The molecular genetics underlying the pathogenesis of MALT lymphomas are only recently beginning to be understood. At least three recurrent chromosomal translocations, t(11;18)(q21;q21), t(1;14)(p22;q32), t(14;18)(q32;q21) have been implicated in the pathogenesis and t(11;18)(q21;q21) is the most frequent translocation depending on the site of tumor origin; lung (38%), stomach (24%), conjunctiva (19%), and orbit (14%) [7]. In the present case, we have examined the t(11;18)(q21;q21) by FISH analysis and no fusion signal has been detected.

In regard to imaging studies, Perry et al. [8] reported that FDG-PET CT was useful for initial staging in patients with an extranodal MALT lymphoma, although the intensity of FDG uptake seemed to be lower in indolent non-Hodgkin’s lymphoma when compared with aggressive non-Hodgkin’s lymphoma. Since the sensitivity of FDG-PET CT depends on disease location and stage at initial diagnosis, the present primary hepatic MALT lymphoma was revealed with a high uptake of FDG. To the best of our knowledge, there are no other reports of patients with a hepatic MALT lymphoma that underwent an FDG-PET CT examination. Since the present case did not show high levels of tumor markers (AFP, L3-AFP, PIVKA-II), we considered other types of liver tumors beside an HCC. In these cases, FDG-PET CT may reveal the liver tumor as a primary hepatic MALT lymphoma, although a greater accumulation of case reports is needed.

A primary hepatic MALT lymphoma is an extremely rare disorder, with only 45 cases reported [6, 938] (Table 2), mainly elderly patients (mean age, 61.4 years old). In most patients, the liver tumor was identified incidentally by surgical resection or imaging studies during examinations for liver or other diseases. In 16 cases, pre-existing liver disease, including primary biliary cirrhosis and infectious liver diseases (e.g. hepatitis B virus, HCV, ascariasis), was present and chronic liver inflammation is assumed to be a factor in the development of MALT lymphomas.
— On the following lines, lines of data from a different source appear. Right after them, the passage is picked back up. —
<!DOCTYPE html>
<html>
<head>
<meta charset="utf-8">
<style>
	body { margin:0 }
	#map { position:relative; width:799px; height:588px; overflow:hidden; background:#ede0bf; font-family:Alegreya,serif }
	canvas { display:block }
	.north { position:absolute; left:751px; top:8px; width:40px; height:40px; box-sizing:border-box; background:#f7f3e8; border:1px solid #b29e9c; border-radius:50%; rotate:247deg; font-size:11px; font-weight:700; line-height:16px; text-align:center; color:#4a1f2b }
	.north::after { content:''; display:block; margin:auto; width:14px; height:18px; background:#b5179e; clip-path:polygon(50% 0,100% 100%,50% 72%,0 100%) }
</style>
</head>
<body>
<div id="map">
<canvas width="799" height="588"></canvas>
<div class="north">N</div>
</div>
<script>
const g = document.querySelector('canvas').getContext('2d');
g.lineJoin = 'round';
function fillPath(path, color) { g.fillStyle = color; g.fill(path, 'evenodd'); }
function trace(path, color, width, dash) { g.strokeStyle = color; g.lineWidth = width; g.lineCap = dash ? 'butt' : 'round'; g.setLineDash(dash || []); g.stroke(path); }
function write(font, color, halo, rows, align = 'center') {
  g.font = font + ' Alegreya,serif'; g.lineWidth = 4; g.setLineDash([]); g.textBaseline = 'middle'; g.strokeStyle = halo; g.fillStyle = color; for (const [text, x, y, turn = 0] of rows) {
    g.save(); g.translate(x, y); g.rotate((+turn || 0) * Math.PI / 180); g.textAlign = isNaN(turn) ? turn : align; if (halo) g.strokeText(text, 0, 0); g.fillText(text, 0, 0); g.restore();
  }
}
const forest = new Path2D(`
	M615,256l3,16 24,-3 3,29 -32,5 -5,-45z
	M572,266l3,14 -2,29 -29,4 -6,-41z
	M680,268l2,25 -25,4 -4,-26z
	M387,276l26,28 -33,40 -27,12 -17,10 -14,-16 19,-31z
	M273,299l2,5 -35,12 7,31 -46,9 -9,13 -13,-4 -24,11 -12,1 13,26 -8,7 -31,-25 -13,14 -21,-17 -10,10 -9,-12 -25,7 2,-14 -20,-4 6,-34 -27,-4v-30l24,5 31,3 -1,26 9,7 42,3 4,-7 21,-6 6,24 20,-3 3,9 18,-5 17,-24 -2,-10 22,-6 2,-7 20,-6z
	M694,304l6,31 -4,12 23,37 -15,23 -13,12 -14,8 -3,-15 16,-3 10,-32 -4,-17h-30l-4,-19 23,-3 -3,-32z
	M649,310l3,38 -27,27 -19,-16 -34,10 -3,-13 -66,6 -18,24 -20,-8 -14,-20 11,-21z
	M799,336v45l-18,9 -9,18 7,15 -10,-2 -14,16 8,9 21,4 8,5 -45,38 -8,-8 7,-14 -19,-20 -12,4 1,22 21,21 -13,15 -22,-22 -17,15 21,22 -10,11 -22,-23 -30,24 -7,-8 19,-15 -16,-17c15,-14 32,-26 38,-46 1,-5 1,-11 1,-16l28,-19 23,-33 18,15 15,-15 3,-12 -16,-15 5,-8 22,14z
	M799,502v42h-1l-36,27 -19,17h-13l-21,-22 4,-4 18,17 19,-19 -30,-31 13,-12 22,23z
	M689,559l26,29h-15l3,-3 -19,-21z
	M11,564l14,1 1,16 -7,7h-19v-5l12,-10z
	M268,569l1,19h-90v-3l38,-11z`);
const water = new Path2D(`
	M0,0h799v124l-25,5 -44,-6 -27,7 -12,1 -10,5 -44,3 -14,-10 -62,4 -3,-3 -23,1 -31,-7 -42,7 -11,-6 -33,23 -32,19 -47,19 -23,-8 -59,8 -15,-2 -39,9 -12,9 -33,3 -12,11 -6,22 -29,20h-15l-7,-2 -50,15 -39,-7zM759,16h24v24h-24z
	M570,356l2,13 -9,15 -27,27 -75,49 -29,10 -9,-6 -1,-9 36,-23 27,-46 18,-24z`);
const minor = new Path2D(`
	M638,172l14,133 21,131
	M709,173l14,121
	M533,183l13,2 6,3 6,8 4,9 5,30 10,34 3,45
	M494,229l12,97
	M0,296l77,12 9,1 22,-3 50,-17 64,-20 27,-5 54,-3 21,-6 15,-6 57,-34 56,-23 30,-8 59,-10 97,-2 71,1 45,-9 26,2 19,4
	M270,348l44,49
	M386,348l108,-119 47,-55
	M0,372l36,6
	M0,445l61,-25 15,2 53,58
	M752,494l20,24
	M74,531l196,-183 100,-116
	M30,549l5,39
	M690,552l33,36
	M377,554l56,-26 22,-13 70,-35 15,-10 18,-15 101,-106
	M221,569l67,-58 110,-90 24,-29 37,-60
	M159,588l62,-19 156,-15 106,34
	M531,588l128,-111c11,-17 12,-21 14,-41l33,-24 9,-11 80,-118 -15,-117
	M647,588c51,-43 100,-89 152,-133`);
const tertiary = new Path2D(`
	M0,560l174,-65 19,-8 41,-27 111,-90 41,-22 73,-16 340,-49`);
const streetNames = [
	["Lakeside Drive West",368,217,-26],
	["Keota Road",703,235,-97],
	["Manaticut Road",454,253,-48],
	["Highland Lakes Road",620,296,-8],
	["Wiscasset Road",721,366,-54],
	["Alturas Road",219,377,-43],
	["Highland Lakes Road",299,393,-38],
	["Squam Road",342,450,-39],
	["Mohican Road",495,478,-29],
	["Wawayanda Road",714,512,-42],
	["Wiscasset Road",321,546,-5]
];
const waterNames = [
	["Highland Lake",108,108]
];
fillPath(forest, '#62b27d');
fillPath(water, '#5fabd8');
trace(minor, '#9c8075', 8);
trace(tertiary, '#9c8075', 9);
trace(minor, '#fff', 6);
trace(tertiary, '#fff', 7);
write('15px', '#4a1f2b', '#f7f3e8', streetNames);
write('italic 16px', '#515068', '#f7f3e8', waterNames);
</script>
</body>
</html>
The present case had a past history of hepatitis with HCV and HCV-RNA that was eliminated by IFN therapy (PEG-IFN-α-2b), and we consider that the participation of HCV in the development of a hepatic MALT lymphoma was not denied by our findings.
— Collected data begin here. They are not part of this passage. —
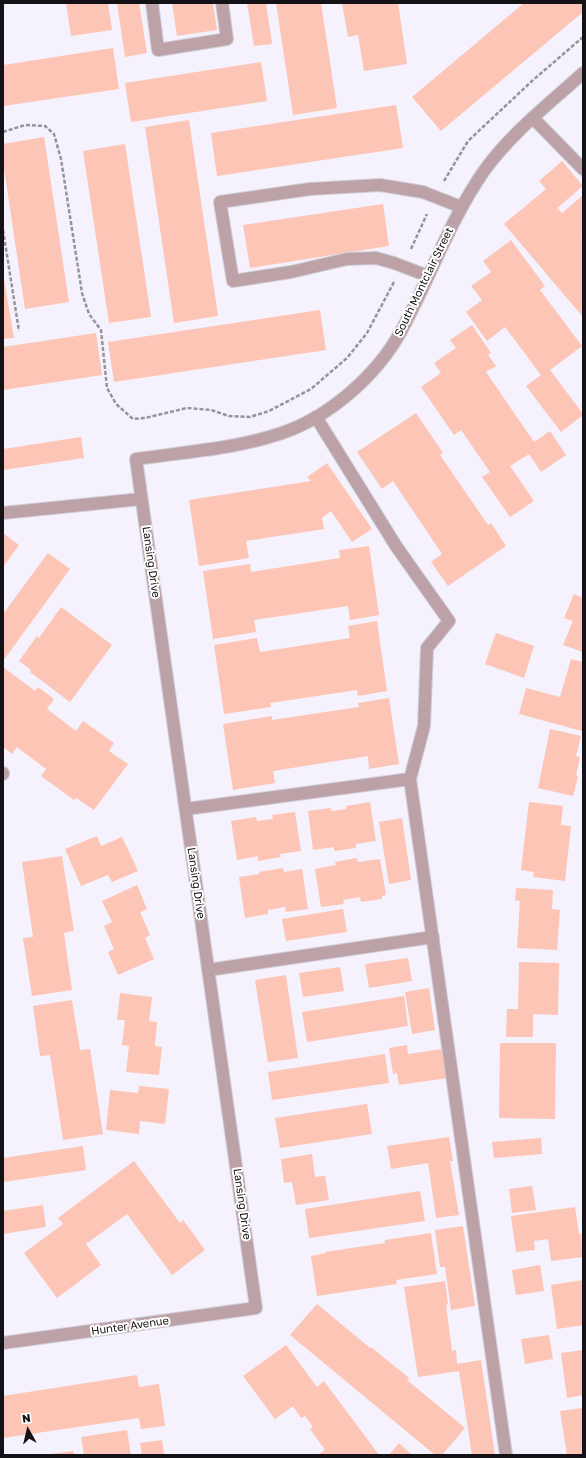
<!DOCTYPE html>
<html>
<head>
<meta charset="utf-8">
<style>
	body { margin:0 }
	#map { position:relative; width:586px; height:1458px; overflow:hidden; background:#f5f1fd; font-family:"Golos Text",sans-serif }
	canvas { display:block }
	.frame { position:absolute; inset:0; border:4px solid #141216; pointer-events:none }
	.north { position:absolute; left:8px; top:1410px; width:40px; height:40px; -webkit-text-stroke:3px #fff; paint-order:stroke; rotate:352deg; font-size:11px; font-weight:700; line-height:16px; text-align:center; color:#141216 }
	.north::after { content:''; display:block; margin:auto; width:14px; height:18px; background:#141216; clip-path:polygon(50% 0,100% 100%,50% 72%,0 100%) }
</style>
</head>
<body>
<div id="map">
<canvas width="586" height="1458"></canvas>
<div class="frame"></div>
<div class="north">N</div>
</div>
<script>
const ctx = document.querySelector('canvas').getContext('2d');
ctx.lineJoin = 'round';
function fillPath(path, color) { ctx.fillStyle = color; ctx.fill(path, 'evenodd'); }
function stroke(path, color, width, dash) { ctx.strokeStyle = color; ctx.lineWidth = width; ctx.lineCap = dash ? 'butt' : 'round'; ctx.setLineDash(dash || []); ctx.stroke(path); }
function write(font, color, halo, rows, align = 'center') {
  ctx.font = font + ' "Golos Text",sans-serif'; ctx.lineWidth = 4; ctx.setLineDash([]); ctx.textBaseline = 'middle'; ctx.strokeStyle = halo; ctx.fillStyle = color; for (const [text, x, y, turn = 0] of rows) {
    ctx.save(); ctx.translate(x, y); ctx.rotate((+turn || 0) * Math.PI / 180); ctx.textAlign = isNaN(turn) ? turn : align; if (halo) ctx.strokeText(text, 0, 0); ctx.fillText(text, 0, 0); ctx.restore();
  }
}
fillPath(new Path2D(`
	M66 3H108L112 30 71 36Z
	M117 3H139L147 53 125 57Z
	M172 3H213L217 30 177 36Z
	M247 3H266L272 44 254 46Z
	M276 3H321L337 108 293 115Z
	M342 3H398L407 64 364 71 358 35 348 37Z
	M524 3H583V12L441 131 412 97Z
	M113 48 119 89 3 106V65Z
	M261 62 267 101 131 122 125 83Z
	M396 105 403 148 217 176 211 133Z
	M189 120 218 316 174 323 145 127Z
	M44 137 69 302 25 309 3 162V144Z
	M125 144 151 317 109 323 83 151Z
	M562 161 583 186 557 208 562 213 583 195V232L581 234 583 236V317L504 224 546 189 539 181Z
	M383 204 389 246 250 268 243 225Z
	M511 240 545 286 540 290 582 346 550 370 583 414V415L561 432 526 386 541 375 505 327 487 341 466 312 482 300 471 286 491 272 483 261Z
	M3 273 14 338 3 339Z
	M320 310 326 350 114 382 108 342Z
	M472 325 491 353 488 355 496 366 486 372 534 442 550 431 566 455 541 472 529 454 510 466 534 501 510 517 482 477 490 472 461 430 454 435 421 387 441 373 434 363 456 348 450 340Z
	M96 333 102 375 3 390V347Z
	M416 413 443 453 440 455 488 525 491 523 506 546 448 586 431 562 442 554 393 481 382 489 357 452Z
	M81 437 84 458 3 470V449Z
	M327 463 372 529 352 542 331 511 322 518 324 529 246 541 249 558 199 566 189 500 311 481 307 477Z
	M3 533 19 545 3 567Z
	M369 546 379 615 350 620 348 606 254 620 256 632 213 639 203 571 250 564 251 572 340 558 339 550Z
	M48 553 70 569 3 661V614Z
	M574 594 583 598V652L563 645 573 621 564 618Z
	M61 607 112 645 70 702 30 672 31 670 19 661 37 636 39 638Z
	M377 621 387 691 358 696 357 690 270 703 271 707 224 714 214 645 257 638 260 652 350 638 348 626Z
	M496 633 534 646 524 678 485 664Z
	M571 659 583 662 582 731 519 714 526 688 560 697Z
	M3 667 35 691 38 687 54 699 47 709 76 731 83 721 114 743 109 751 128 764 94 810 76 798 74 800 41 776 46 769 17 747 12 754 3 747Z
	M389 698 399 764 369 769 368 756 273 771 275 783 233 790 223 724 272 716V720L359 707 358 703Z
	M550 729 581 736 576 756 580 757 576 775 578 776 573 796 538 788Z
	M370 802 376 841 356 844V848L334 851V847L313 850 308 811 331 808V811L346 809V806Z
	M529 802 563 806 561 825 571 826 565 881 533 877 534 872 521 870Z
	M295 812 301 851 280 854 281 857 258 861V856L237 860 231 821 256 817 257 821 273 819 272 815Z
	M402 818 411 880 389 884 379 822Z
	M97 836 101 846 122 837 138 871 112 882 108 875 81 886 65 849Z
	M62 856 74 931 64 933 72 990 32 996 23 938 33 937 22 862Z
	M357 858 358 862 380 859 386 895 382 896V899L361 902 360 897 343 900 344 904 321 907 315 869 336 865 335 862Z
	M283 868 284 872 302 869 308 909 286 912 285 907 268 910V914L245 918 239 877 260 874 259 872Z
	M137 885 147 909 140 912 150 935 145 938 154 959 118 975 108 952 114 949 104 926 112 922 102 901Z
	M516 888 553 890 552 909 560 910 557 950 517 948 520 901 515 900Z
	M343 909 347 932 286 941 282 919Z
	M408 958 412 981 369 988 365 964Z
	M519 962 559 963 558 1015 533 1014V1037H506L507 1009H518Z
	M340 967 344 991 303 997 299 973Z
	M286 975 298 1058 268 1062 255 980Z
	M429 988 435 1030 412 1034 405 992Z
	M120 993 152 997 149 1021 157 1022 155 1046 162 1047 159 1075 126 1072 129 1046 122 1045 125 1020H117Z
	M404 996 408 1026 307 1042 302 1012Z
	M72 1000 80 1050 90 1049 103 1134 63 1140 50 1055 40 1056 33 1006Z
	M500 1043H556L555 1119 499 1118Z
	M407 1045 408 1054 442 1049 447 1078 399 1085 397 1073 393 1074 389 1048Z
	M385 1054 389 1083 272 1100 268 1072Z
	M139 1086 169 1089 165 1124 140 1121 139 1134 106 1130 110 1090 138 1093Z
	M367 1104 372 1134 280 1148 275 1118Z
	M449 1137 453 1161H450L459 1215 436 1218 428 1163 391 1169 387 1146Z
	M541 1138 542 1154 494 1158 492 1142Z
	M83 1146 86 1170 3 1182V1158Z
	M312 1154 315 1177 325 1176 329 1200 296 1205 292 1182 284 1183 281 1159Z
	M134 1161 180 1223 183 1220 205 1250 172 1275 127 1214 86 1244 101 1265 57 1298 24 1253 63 1224 58 1218Z
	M532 1186 536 1210 512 1213 509 1189Z
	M420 1191 425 1221 309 1238 305 1209Z
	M43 1205 46 1227 3 1234V1211Z
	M575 1207 579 1234H581L583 1257 551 1261 548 1239 534 1241 535 1250 516 1252 511 1216Z
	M463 1226 475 1306 451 1310 445 1267H440L435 1230Z
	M431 1233 437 1274 396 1280 397 1284 317 1296 311 1256 326 1253 325 1252 385 1243V1240Z
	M540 1265 544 1291 516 1295 512 1270Z
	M583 1280V1325L557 1329 551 1285Z
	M445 1281 448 1304 446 1305 452 1351 456 1350 457 1364 481 1360 495 1455H472L459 1371 418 1377 404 1287Z
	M317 1304 370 1348 371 1347 409 1378 407 1380 465 1428 442 1455H435L290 1335Z
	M549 1335 553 1359 525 1364 521 1339Z
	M286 1345 317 1387 324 1381 379 1455H318L325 1450 310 1429 313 1427 305 1416 301 1418 293 1406 275 1419 243 1376Z
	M583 1350V1395L567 1398 561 1353Z
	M137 1375 139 1387 159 1384 165 1426 141 1429 139 1418 3 1438V1396Z
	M583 1408V1455H567L560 1411Z
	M127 1430 131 1455H84L81 1437Z
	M162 1440 164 1455H142L140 1443Z
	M399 1443 412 1455H389Z
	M73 1451 74 1455H51V1454Z`), '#fdc5b5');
const service = new Path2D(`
	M152 3 158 50 227 39 222 3
	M533 118 583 169
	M428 276 394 263 376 258 347 259 291 272 233 281 220 202 310 189 380 185 423 192 461 207
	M3 513 141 499
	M3 773V774
	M410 779 506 1455
	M186 809 410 779 424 726 427 648 449 621 396 546 316 417
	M208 970 433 937`);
const minor = new Path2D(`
	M3 1343 256 1308 136 459C184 452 235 449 282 433 329 417 376 376 400 333 430 279 449 221 484 171 511 133 549 104 583 73`);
stroke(service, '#d1cdd8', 14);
stroke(minor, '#d1cdd8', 14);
stroke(new Path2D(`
	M3 132 25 125 45 126 54 134 61 159 82 293 89 314 101 330 107 388 116 404 133 419 145 418 187 408 211 410 229 416 250 417 269 411 311 389 347 358 367 333 394 282
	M444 181 468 141 532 81 583 37
	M3 230 19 331
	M411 249 427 214`), '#97939c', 2.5, [4, 2]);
stroke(service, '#bca2a6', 12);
stroke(minor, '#bca2a6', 12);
write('11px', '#141216', '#fff', [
	["South Montclair Street",424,282,-64],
	["Lansing Drive",151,562,82],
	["Lansing Drive",196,883,82],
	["Lansing Drive",242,1204,82],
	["Hunter Avenue",130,1326,-8]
]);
</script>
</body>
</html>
Because of the small number of patients with a primary hepatic MALT lymphoma, therapeutic methods have not been established. Surgical resection was performed in most of the reported patients with good liver function. Recently, one case underwent radiofrequency ablation therapy (RFA) [26] and another radiotherapy alone [27], while other patients received chemotherapy or postoperative radiotherapy. Nasr [39] reported that therapeutic methods for primary hepatic non-Hodgkin lymphoma have not been established (e.g. surgery, radiation, chemotherapy, or combinations). Further, Raderer [40] found that rituximab was effective for 50% of cases with an advanced MALT lymphoma and could be used safety without a reactivation of HCV. We selected chemotherapy after surgical resection, because an extra-gastric MALT lymphoma, not only hepatic but also extra-hepatic, is reported to be relapse more frequently than a gastric MALT lymphoma (gastric MALT lymphoma vs. extra-gastric MALT lymphoma: 22.2 vs. 48.0%) [38]. To date, no recurrence of the MALT lymphoma has occurred after the surgical resection and chemotherapy treatments. Establishment of therapeutic methods for MALT lymphoma is expected, although additional accumulation of cases is needed to establish effective diagnostic methods (e.g. FDG-PET CT) and treatments.